Peccato, cioè
fallire il bersaglio
Dal Vangelo secondo Matteo (3,1-12)
In quei giorni, venne Giovanni il Battista e predicava nel deserto
della Giudea dicendo: «Convertitevi, perché il regno dei cieli è vicino!».
Egli infatti è colui del quale aveva parlato il profeta Isaìa
quando disse: «Voce di uno che grida nel deserto:
Preparate la via del Signore, raddrizzate i suoi sentieri!».
E lui, Giovanni, portava un vestito di peli di cammello e una cintura
di pelle attorno ai fianchi; il suo cibo erano cavallette e miele selvatico.
Allora Gerusalemme, tutta la Giudea e tutta la zona lungo il Giordano
accorrevano a lui e si facevano battezzare da lui nel fiume Giordano,
confessando i loro peccati.
Vedendo molti farisei e sadducei venire al suo battesimo, disse loro:
«Razza di vipere! Chi vi ha fatto credere di poter sfuggire
all’ira imminente? Fate dunque un frutto degno della conversione,
e non crediate di poter dire dentro di voi: “Abbiamo Abramo per padre!”.
Perché io vi dico che da queste pietre Dio può suscitare figli ad Abramo.
Già la scure è posta alla radice degli alberi; perciò ogni albero
che non dà buon frutto viene tagliato e gettato nel fuoco.
Io vi battezzo nell’acqua per la conversione; ma colui che viene
dopo di me è più forte di me e io non sono degno di portargli i sandali; egli vi battezzerà in Spirito Santo e fuoco.
Tiene in mano la pala e pulirà la sua aia e raccoglierà il suo frumento
nel granaio, ma brucerà la paglia con un fuoco inestinguibile».
La nostra vita e la Parola
I Peccati. “Si facevano battezzare da lui nel fiume Giordano, confessando i loro peccati”: il gesto di farsi immergere da Giovanni il Battista nelle acque del Giordano è accompagnato dalla confessione dei peccati. È sorprendente il fatto che sia in ebraico che in greco i termini che noi traduciamo in italiano con “peccato” hanno come significato l’esperienza di mancare il bersaglio. Possiamo pensare a una freccia che viene scagliata per colpire un oggetto e non lo raggiunge, non lo centra. Questo evidentemente indica il fatto che la nostra vita ci è stata data per andare a bersaglio. Se non c’è bersaglio, non c’è nemmeno peccato. Il bersaglio non è però qualcosa di estrinseco a noi, una legge arbitraria che qualcuno ha voluto inventarsi per complicarci la vita e tenerci soggiogati, è invece il segno del fatto che siamo stati creati per qualcosa di grande, di vero e di bello.

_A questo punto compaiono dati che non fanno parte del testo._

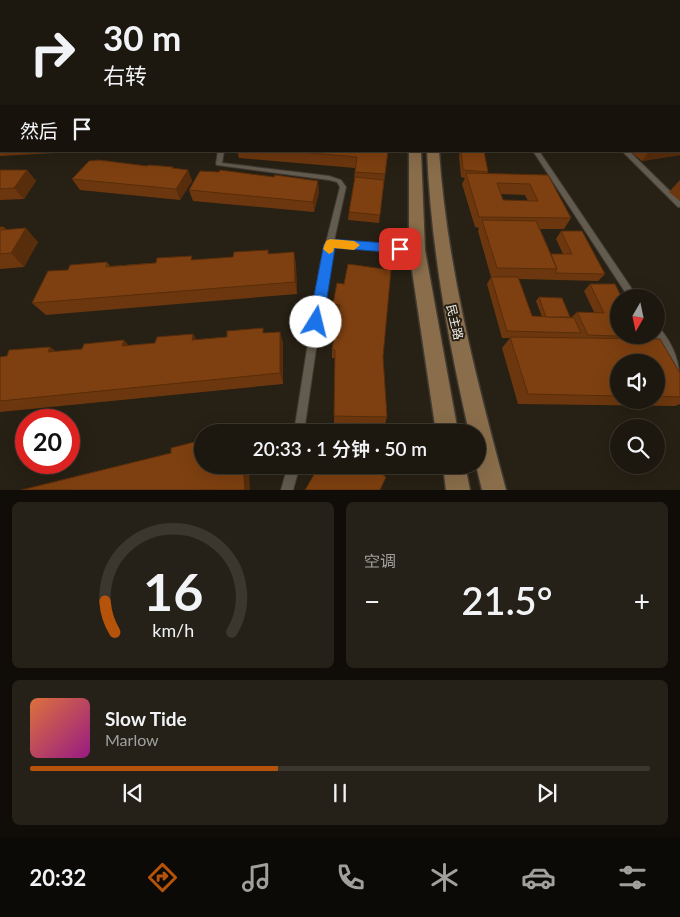 <!DOCTYPE html>
<html lang="zh">
<head>
<meta charset="utf-8">
<style>
	:root { --surface:#1d180f; --page:#252118; --text:#f1f3f6; --muted:#a0a09e; --line:#3b372f; --accent:#b45309 }
	body { margin:0; font-family:Lato,"Noto Sans SC",sans-serif; background:var(--page); color:var(--text); height:100vh; display:flex; flex-direction:column; font-size:19px; white-space:nowrap }
	* { box-sizing:border-box; margin:0 }
	p { font-size:16px; color:var(--muted) }
	.icon { flex:none; width:28px; height:28px; fill:none; stroke:currentColor; stroke-width:2; stroke-linecap:round; stroke-linejoin:round }
	.map { position:relative; height:490px; overflow:hidden }
	.drawer { display:flex; flex-direction:column; gap:12px; padding:12px; background:#100d08; flex:1 }
	.drawer>* { flex:none }
	.guide { position:absolute; left:0px; top:0px; width:680px; height:152px; box-shadow:0 5px 20px #0002,0 0 0 1px var(--line); background:#1d180f; color:var(--text); overflow:hidden }
	.needle { width:32px; rotate:189deg }
	.tools { position:absolute; left:610px; top:289px; display:grid; gap:10px }
	.tools a { display:grid; place-items:center; width:55px; height:55px; border-radius:50%; background:var(--surface); box-shadow:0 5px 20px #0002,0 0 0 1px var(--line); font-size:25px }
	.speed { position:absolute; left:15px; top:409px; display:flex; gap:10px; font-size:25px; font-weight:700; text-align:center }
	.speed>* { display:grid; place-content:center; width:65px; height:65px; border-radius:50%; background:var(--surface); box-shadow:0 5px 20px #0002,0 0 0 1px var(--line); line-height:1 }
	.speed .limit { border:8px solid #d22; background:#fff; color:#111 }
	.pin { position:absolute; display:grid; place-items:center; width:42px; height:42px; color:#fff; margin:-21px; border-radius:10px; box-shadow:0 2px 8px #0006 }
	.me { position:absolute; width:55px; margin:-28px; rotate:9deg; stroke-linejoin:round; filter:drop-shadow(0 0 4px #0008) }
	.turn { display:flex; align-items:center; gap:18px; height:105px; padding:0 20px; font-size:22px }
	.turn .icon { width:65px; height:65px; stroke-width:2.5 }
	.turn b { display:block; font-size:35px; line-height:42px }
	.then { display:flex; align-items:center; height:48px; padding:0 20px; background:#0003; gap:10px; font-size:19px }
	.big { font-size:38px; font-weight:600; line-height:1.1 }
	.drawer .widget { flex:1; display:flex; flex-direction:column; justify-content:center; gap:8px; min-width:0; padding:0 18px; border-radius:8px; background:var(--page) }
	.drawer .dial { align-items:center; gap:0 }
	.dial svg { height:130px; overflow:visible; fill:none; stroke:var(--line); stroke-width:7; stroke-linecap:round; text-anchor:middle }
	.dial text { fill:var(--text); stroke:none }
	.song { display:flex; align-items:center; gap:15px }
	.cover { width:60px; height:60px; border-radius:8px; background:linear-gradient(135deg,hsl(20 70% 55%),hsl(310 70% 35%)) }
	.played { height:5px; border-radius:2px; background:linear-gradient(90deg,var(--accent) 40%,var(--line) 40%) }
	.keys { display:flex; justify-content:space-around; direction:ltr }
	.heat { display:flex; justify-content:space-between; align-items:center; font-size:28px; direction:ltr }
	.drawer .tiles { flex:1; display:grid; gap:12px; grid-template-columns:1fr 1fr }
	.widget:last-child { grid-column:span 2 }
	.trip { position:absolute; left:194px; top:424px; width:292px; height:50px; border-radius:25px; background:var(--surface); box-shadow:0 5px 20px #0002,0 0 0 1px var(--line); font-weight:600; line-height:50px; text-align:center }
	.tabs { display:flex; height:80px; justify-content:space-around; align-items:center; background:#0c0a06; color:var(--muted) }
	.tabs .icon { width:35px; height:35px }
	.tabs .current { color:var(--accent) }
	.tabs b { font-size:22px; color:var(--text) }
	.map>svg:first-child { display:block }
	.lines { fill:none; stroke-linecap:round; stroke-linejoin:round }
	.lane-casing { stroke:#413b34; stroke-width:2 }
	.secondary-casing { stroke:#413b34; stroke-width:3 }
	.lane { fill:#635b4e; fill-rule:evenodd }
	.secondary { fill:#8a6e4b; fill-rule:evenodd }
	.wall { fill:#6c370e; fill-rule:evenodd }
	.shaded-wall { fill:#582d0b }
	.building { fill:#7e4010; stroke:#582d0b; fill-rule:evenodd }
	.route { fill:#1a73e8; stroke:#114b97 }
	.slow { fill:#f59e0b }
	.labels { text-anchor:middle; dominant-baseline:central; stroke-width:4; stroke-linejoin:round; paint-order:stroke }
	.street-label { font-size:12px; fill:#f0ebe3; stroke:#272014 }
</style>
</head>
<body>
<div class="map">
<svg width="680" height="490" viewBox="0 0 680 490">
	<rect width="100%" height="100%" fill="#272014"/>
	<g class="lines">
		<!-- lane casing -->
		<g class="lane-casing">
			<g id="lane">
				<path d="M218,151H224L222,163L329,176L341,180L346,187L334,241L417,247L420,248L421,250L420,252L417,253L332,247L328,266L304,432H294L320,266L340,187L337,182L329,180L217,165L216,164Z"/>
				<path d="M533,151H539L638,298H629Z"/>
				<path d="M622,151H629L680,201V207H678Z"/>
				<path d="M656,326L659,327C675,347 680,362 680,388L677,386L662,345L654,335H656Z"/>
				<path d="M288,465H300L293,490H281Z"/>
			</g>
		</g>
		<!-- secondary casing -->
		<g class="secondary-casing">
			<g id="secondary">
				<path d="M409,151H421L425,250L458,432H436L409,250Z"/>
				<path d="M427,151H439C447,267 476,378 506,490H482L476,465L478,432H469C448,339 431,247 427,151Z"/>
				<path d="M443,465H465L470,490H446Z"/>
			</g>
		</g>
		<!-- lane -->
		<use href="#lane" class="lane"/>
		<!-- secondary -->
		<use href="#secondary" class="secondary"/>
	</g>
	<!-- wall -->
	<g class="wall">
		<rect x="679" y="84" width="1" height="28"/>
		<rect x="0" y="99" width="1" height="22"/>
		<path d="M680,129V155L642,161L630,151H679Z"/>
		<path d="M0,130H1V151H56L55,153L0,156Z"/>
		<path d="M237,151H388L379,223L348,220L349,212L354,181L355,168L239,158Z"/>
		<path d="M460,151H484L488,172L487,174L548,175L571,218L564,229H540L551,254H563L556,239L561,231L605,274L598,281L519,279L532,316L542,317L536,301L539,297L570,317H572L577,312H594L584,291L590,284L644,337L642,338L680,373V404L675,406L518,404L502,348L510,338H502L487,284L491,277L478,231L479,228L475,227L462,184L465,178L461,177L459,156ZM501,194L525,195L528,201L503,200ZM619,362H656V400H619Z"/>
		<path d="M147,166L188,170L192,181L180,200L80,190L72,179Z"/>
		<path d="M0,170H27L36,181L24,199L0,200Z"/>
		<path d="M274,177L319,192L314,212L193,201L189,190Z"/>
		<path d="M680,180V201L669,192Z"/>
		<path d="M0,227H4L7,230L38,242L24,267L0,269Z"/>
		<path d="M268,250L269,254L294,252L296,266L297,294L46,315L32,303L68,270L107,262L110,266L233,257Z"/>
		<path d="M337,283L383,357L387,417L385,424H334L335,358H332V349L338,315L333,314V304Z"/>
		<path d="M280,332L283,344V384L0,412V357L7,356L50,347L57,352Z"/>
	</g>
	<!-- shaded-wall -->
	<g class="shaded-wall">
		<rect x="0" y="84" width="1" height="11"/>
		<path d="M680,145V155L642,161L649,151H679V146Z"/>
		<path d="M27,170L36,181L24,199L14,188Z"/>
		<path d="M188,170L192,181L180,200L176,189Z"/>
		<path d="M318,181L319,192L314,212L313,202Z"/>
		<path d="M26,228L38,242L24,267L11,253Z"/>
		<path d="M294,252L296,266L297,294L295,282Z"/>
		<path d="M280,332L283,344V384L280,373Z"/>
		<path d="M193,334L200,346L192,340Z"/>
		<path d="M124,340L135,352L122,346Z"/>
		<path d="M50,347L65,358L48,352Z"/>
		<path d="M243,465H249L250,490H245Z"/>
	</g>
	<!-- building -->
	<g class="building">
		<rect x="679" y="84" width="1" height="12"/>
		<rect x="0" y="99" width="1" height="11"/>
		<path d="M679,129H680V145L679,146Z"/>
		<rect x="0" y="130" width="1" height="15"/>
		<path d="M289,151H388L385,174L355,172L357,157Z"/>
		<path d="M461,151H484L488,172L463,170Z"/>
		<path d="M99,160L147,166L149,165L173,167L172,168L188,170L176,189L72,179L89,161Z"/>
		<path d="M0,170H27L14,188L0,189Z"/>
		<path d="M220,170L274,177L275,175L318,181L313,202L189,190L200,171L219,172Z"/>
		<path d="M466,173L548,175L571,218L479,217ZM497,183L530,184L538,201L503,200Z"/>
		<path d="M355,177L384,180L380,215L349,212Z"/>
		<path d="M482,220L536,221L557,269L497,268Z"/>
		<path d="M0,227H4L1,230L26,228L11,253L0,254Z"/>
		<path d="M561,231H582L605,274L555,273L557,269L551,254H572Z"/>
		<path d="M268,250V254L294,252L295,282L32,303L48,271L68,270L70,265L107,262L106,267L156,263L157,258L192,256L191,260L233,257L234,252Z"/>
		<path d="M348,264L391,270L383,357L387,417L334,416L335,350L332,349L340,305L333,304L337,283L344,284Z"/>
		<path d="M491,277H518L532,316L574,318L581,333L507,331Z"/>
		<path d="M590,284H615L622,298H619V335H643L644,337L588,335L577,312L604,313Z"/>
		<path d="M539,297L562,298L570,317H546Z"/>
		<path d="M263,328V333L280,332V373L0,401V357L7,356L9,350L50,347L48,352L82,349L84,344L124,340L122,346L155,343L157,337L193,334L192,340L227,337V331Z"/>
		<path d="M510,337L660,339L680,373V397L656,396V362H619V396L528,394Z"/>
		<path d="M337,425L391,426V432H336Z"/>
		<path d="M202,440V465H243L245,490H21L171,453V448Z"/>
		<path d="M326,465H368L386,477L380,490H305L319,466Z"/>
	</g>
	<!-- sky -->
	<linearGradient id="sky" x2="0" y2="1"><stop stop-color="#15120b"/><stop offset="0.55" stop-color="#414245"/><stop offset="1" stop-color="#414245" stop-opacity="0"/></linearGradient>
	<rect width="680" height="152" fill="url(#sky)"/>
	<!-- route -->
	<path class="route" d="M330,239L400,244L405,249L400,253L335,248L323,322L321,326L316,328L311,326L309,322L324,244Z"/>
	<!-- slow -->
	<path class="slow" d="M330,239L354,241L360,245L354,250L334,248L333,252L329,254L323,249L326,241Z"/>
	<g class="labels">
		<!-- street labels -->
		<g class="street-label">
			<text transform="translate(455 322) rotate(77)">民主路</text>
		</g>
	</g>
</svg>
<div class="tools">
<a><svg class="needle" viewBox="-14 -14 28 28"><path d="M0-13l5 13h-10z" fill="#e53935"/><path d="M0 13l5-13h-10z" fill="#a0a09e"/></svg></a>
<a><svg class="icon" aria-label="sound" viewBox="0 0 24 24"><path d="M4 9h4l5-4v14l-5-4H4zM17 9q2 3 0 6"/></svg></a>
<a><svg class="icon" aria-label="search" viewBox="0 0 24 24"><circle cx="10" cy="10" r="6"/><path d="M15 15l6 6"/></svg></a>
</div>
<div class="speed"><div class="limit">20</div></div>
<div class="pin" style="left:400px;top:249px;background:#d93025"><svg class="icon" aria-label="arrive" viewBox="0 0 24 24"><path d="M6 21V4h12l-3 4 3 4H6"/></svg></div>
<svg class="me" style="left:316px;top:322px" viewBox="-20 -20 40 40"><circle r="19" fill="#fff"/><path d="M0-13L10 11 0 6-10 11z" fill="#1a73e8"/></svg>
<div class="trip">20:33 · 1 分钟 · 50 m</div>
<div class="guide">
<div class="turn"><svg class="icon" aria-label="right" viewBox="0 0 24 24"><path d="M7 20v-9h11M14 6l5 5-5 5"/></svg><div><b>30 m</b>右转</div></div>
<div class="then">然后<svg class="icon" aria-label="arrive" viewBox="0 0 24 24"><path d="M6 21V4h12l-3 4 3 4H6"/></svg></div>
</div>
</div>
<section class="drawer">
<div class="tiles">
<div class="widget dial"><svg viewBox="0 0 100 80">
<path d="M14 69A42 42 0 1 1 86 69"/>
<path d="M14 69A42 42 0 0 1 8 50" stroke="#b45309"/>
<text x="50" y="56" font-size="32" font-weight="700">16</text>
<text x="50" y="72" font-size="11">km/h</text>
</svg></div>
<div class="widget"><p>空调</p>
<div class="heat"><a>−</a><b class="big">21.5°</b><a>+</a></div>
</div>
<div class="widget">
<div class="song"><i class="cover"></i><div><b>Slow Tide</b><p>Marlow</p></div></div>
<div class="played"></div>
<div class="keys"><svg class="icon" aria-label="previous" viewBox="0 0 24 24"><path d="M18 5L8 12l10 7zM5 5v14"/></svg><svg class="icon" aria-label="pause" viewBox="0 0 24 24"><path d="M8 5v14M16 5v14"/></svg><svg class="icon" aria-label="next" viewBox="0 0 24 24"><path d="M6 5l10 7-10 7zM19 5v14"/></svg></div>
</div>
</div>
</section>
<nav class="tabs">
<b>20:32</b>
<svg class="icon current" aria-label="directions" viewBox="0 0 24 24"><path d="M12 3l9 9-9 9-9-9zM9 14v-3h6M13 9l2 2-2 2"/></svg>
<svg class="icon" aria-label="music" viewBox="0 0 24 24"><path d="M9 18V5l10-2v13"/><circle cx="6" cy="18" r="3"/><circle cx="16" cy="16" r="3"/></svg>
<svg class="icon" aria-label="phone" viewBox="0 0 24 24"><path d="M5 4h4l2 5-3 2q2 4 5 5l2-3 5 2v4C11 20 4 13 5 4z"/></svg>
<svg class="icon" aria-label="climate" viewBox="0 0 24 24"><path d="M12 3v18M4 7l16 10M4 17L20 7"/></svg>
<svg class="icon" aria-label="car" viewBox="0 0 24 24"><path d="M5 17H2v-5l4-1 3-4h7l3 4 3 1v5h-3M9 17h6M6 11h13"/><circle cx="7" cy="17" r="2"/><circle cx="17" cy="17" r="2"/></svg>
<svg class="icon" aria-label="filters" viewBox="0 0 24 24"><path d="M4 7h16M4 17h16"/><circle cx="9" cy="7" r="2"/><circle cx="15" cy="17" r="2"/></svg>
</nav>
</body>
</html>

Confessare il peccato vuol dire riconoscere la propria incapacità di giungere da soli allo scopo per cui siamo stati creati, riconoscere il bisogno di un salvatore. Già il fatto di farsi battezzare è significativo. Coloro che andavano da Giovanni non si immergevano da soli; non si trattava di un rito di auto-purificazione, ma lasciarsi immergere da qualcun altro per poter riemergere.
La conversione. C’è una parola che ritorna per tre volte nel brano evangelico di questa domenica: conversione. Per gli uomini di quel tempo la conversione era qualcosa di molto concreto: volgersi a quello che stava accadendo sulle rive del Giordano: un uomo, inviato da Dio, che annunciava e preparava la venuta di qualcun altro. La conversione, quindi, non è innanzitutto un percorso intellettuale, ma il lasciarsi toccare da un avvenimento che provoca nella mia vita un cambiamento.
Per questo Giovanni il Battista parla ai farisei e ai sadducei di frutti degni della conversione. Certa è una cosa: quello che sta accadendo per mezzo di Giovanni Battista e per mezzo di colui che verrà dopo di lui è un’occasione da cogliere, è un’occasione che implica un’urgenza. Non conviene trincerarsi dietro a presunte appartenenze o ruoli che ci rendono estranei a quello che viene proposto: “non crediate di poter dire dentro di voi: «Abbiamo Abramo per padre!»”. Pensare che la conversione sia questione che riguarda gli altri, stare ad osservare a distanza semplicemente incuriositi da quello che sta avvenendo pone di fatto fuori dalla occasione di salvezza che ci viene offerta.